These filters apply a function to each pixel of the picture. In order to allow a fast computation, every possible value of the function are precomputed and stored in a Look-Up Table ( hence the name ). That makes the filters fairly fast. RGBLUT works exactly the same way as YV12LUT, except that it has an additional argument AMPFile. It allows you to load a photoshop color profile. 

In order to be able to apply almost every possible function, this one is given by a string which represents an expression in reverse polish notation. The principle of this notation is to write firstly the operands / parameters of an operator / function, and then the operator / function itself. Hence, "3 + 7" becomes "3 7 +", and "sin(3)" becomes "3 sin". Going further in the explanations, "3 * 7 + 5" becomes "3 7 * 5 +", and "(3 + 7) * 5" : "3 7 + 5 *". Now, you understand the main asset of this notation : no need of parenthesis.

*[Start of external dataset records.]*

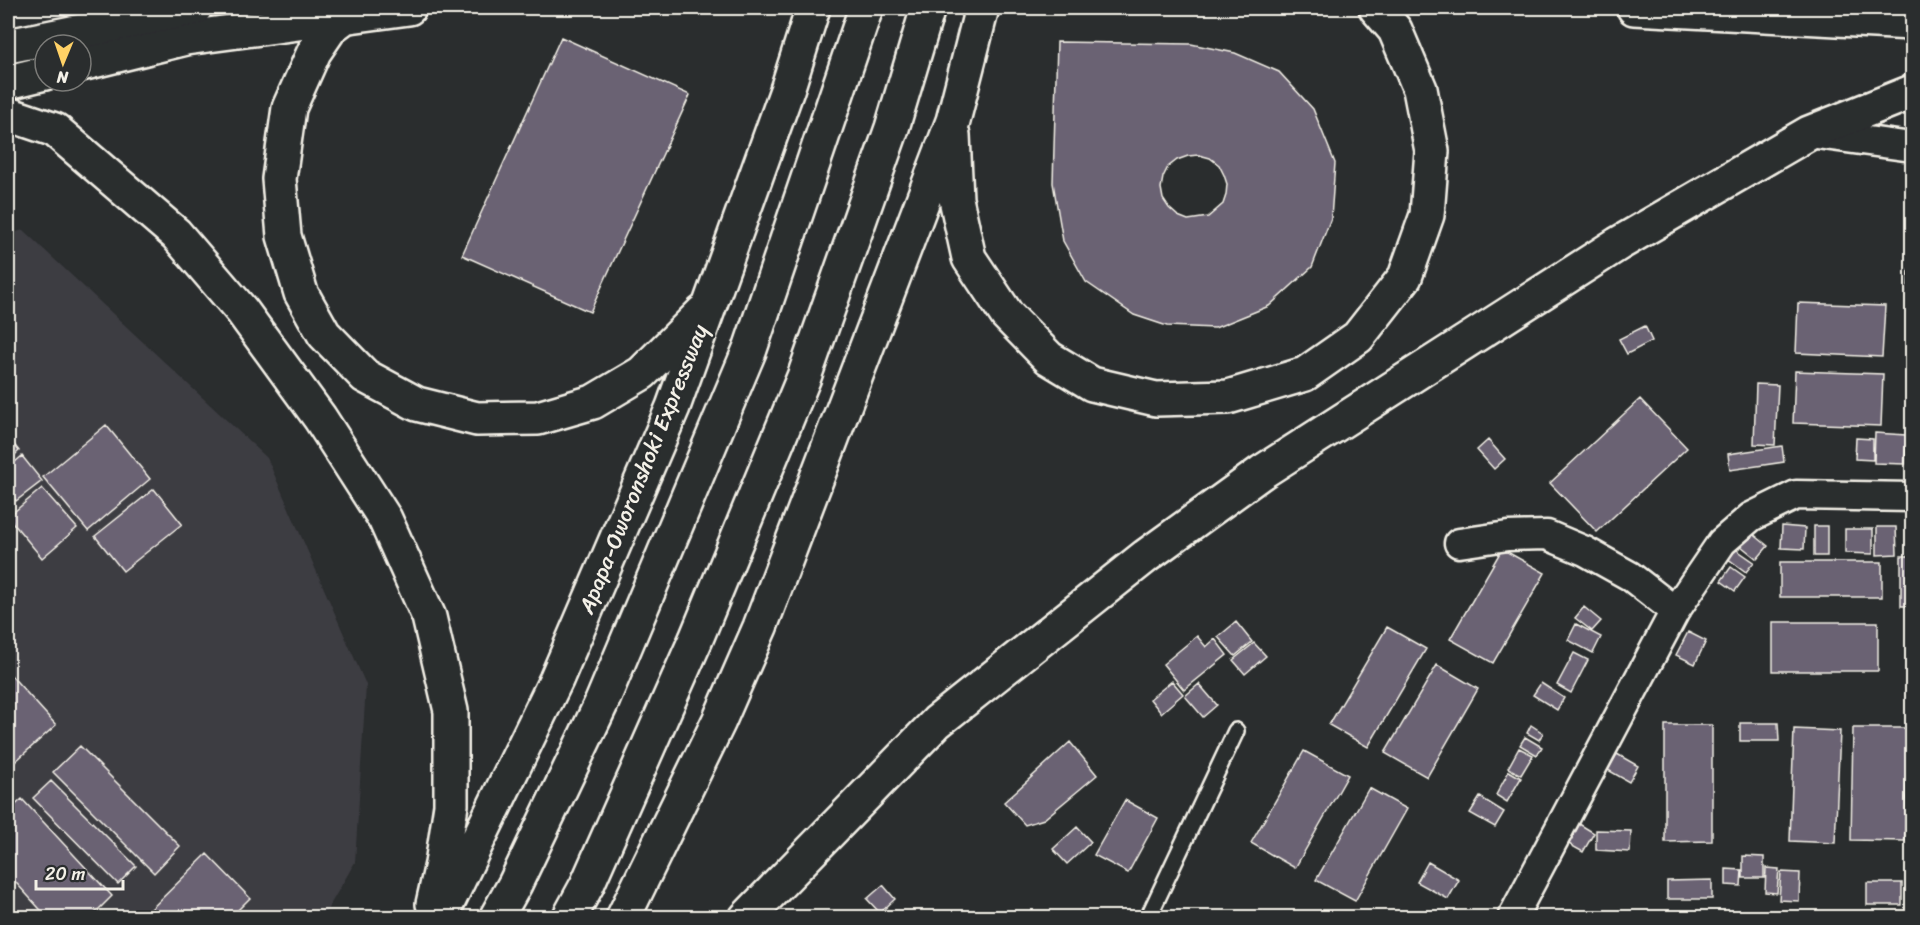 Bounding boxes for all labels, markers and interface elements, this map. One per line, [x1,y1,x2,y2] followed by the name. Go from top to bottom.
[33,33,93,93] north arrow
[56,63,70,92] text: N
[567,317,719,621] street label: Apapa-Oworonshoki Expressway
[36,853,123,891] scale bar
[45,858,85,890] text: 20 m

Computations are lead on real numbers. Positive numbers also represent a true statement, whereas negative numbers represent a false statement. In the string, the symbol "x" is tha value of the pixel before the use of the function. For YV12LUTxy you also have the symbol "y", which represents the value of the collocated pixel in the second clip. The symbols must be separated by a single space.

Some operators and functions are implemented :

Some examples :

* Binarization of the picture with a threshold at 128 : "x 128 < 0 255 ?". It is translated as : "(x < 128) ? 0 : 255".
* Levels(il, gamma, ih, ol, oh) ( have a look at the filter Levels ) : "x il - ih il - / 1 gamma / ^ oh ol - *". It is translated as "(((x - il) / (ih - il)) ^ (1 / gamma)) * (oh - ol)".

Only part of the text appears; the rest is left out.